Work instructions: Lines containing the word "above" are to be copied from the data below.

Records for this task section start

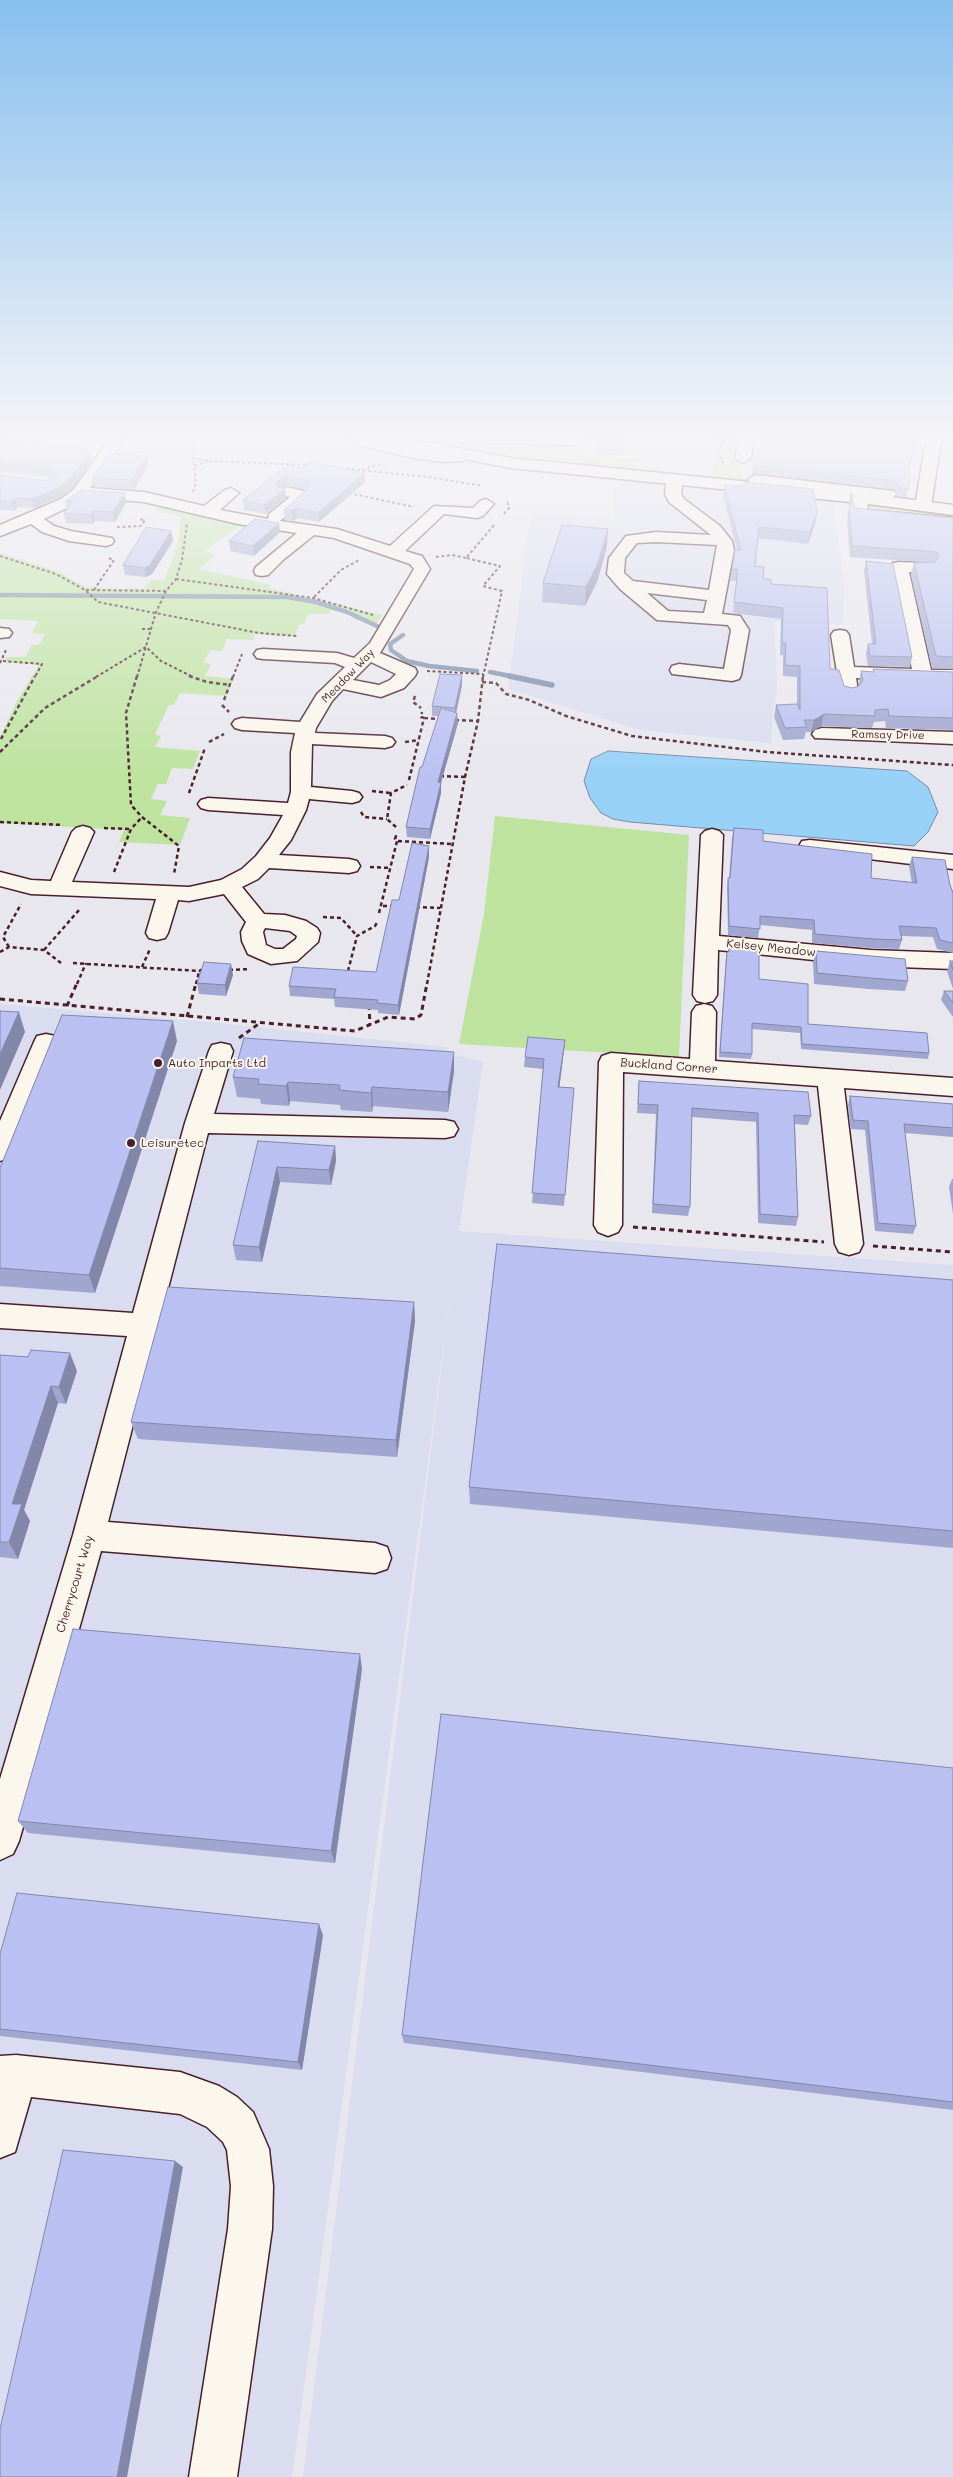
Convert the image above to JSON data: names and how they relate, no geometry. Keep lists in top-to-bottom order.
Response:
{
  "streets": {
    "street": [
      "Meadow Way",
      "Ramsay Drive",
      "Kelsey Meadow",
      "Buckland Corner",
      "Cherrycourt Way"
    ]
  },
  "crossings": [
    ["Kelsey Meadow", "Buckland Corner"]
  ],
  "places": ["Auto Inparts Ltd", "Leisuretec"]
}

Records for this task section end
Records for this task section start

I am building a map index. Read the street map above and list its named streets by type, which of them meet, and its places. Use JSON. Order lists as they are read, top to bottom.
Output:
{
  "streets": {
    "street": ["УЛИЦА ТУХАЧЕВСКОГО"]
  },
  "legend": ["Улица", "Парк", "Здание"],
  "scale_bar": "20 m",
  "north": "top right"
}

Records for this task section end
Records for this task section start

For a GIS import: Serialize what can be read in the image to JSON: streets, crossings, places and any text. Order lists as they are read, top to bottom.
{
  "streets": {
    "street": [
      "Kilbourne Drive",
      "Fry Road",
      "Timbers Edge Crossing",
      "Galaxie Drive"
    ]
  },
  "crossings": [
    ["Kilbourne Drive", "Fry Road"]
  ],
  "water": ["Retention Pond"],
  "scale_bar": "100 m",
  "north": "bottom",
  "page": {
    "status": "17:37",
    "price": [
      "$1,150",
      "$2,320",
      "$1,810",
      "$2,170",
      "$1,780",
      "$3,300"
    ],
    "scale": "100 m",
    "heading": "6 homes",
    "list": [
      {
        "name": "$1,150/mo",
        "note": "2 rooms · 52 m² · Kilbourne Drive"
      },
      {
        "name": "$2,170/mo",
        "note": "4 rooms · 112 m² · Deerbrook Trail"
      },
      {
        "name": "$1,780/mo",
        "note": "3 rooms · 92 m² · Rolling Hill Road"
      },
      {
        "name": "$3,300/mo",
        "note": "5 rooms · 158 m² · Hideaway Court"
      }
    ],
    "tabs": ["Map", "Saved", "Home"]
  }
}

Records for this task section end

Reply to the exercise:
Convert the image above to JSON data: names and how they relate, no geometry. Keep lists in top-to-bottom order.
I am building a map index. Read the street map above and list its named streets by type, which of them meet, and its places. Use JSON. Order lists as they are read, top to bottom.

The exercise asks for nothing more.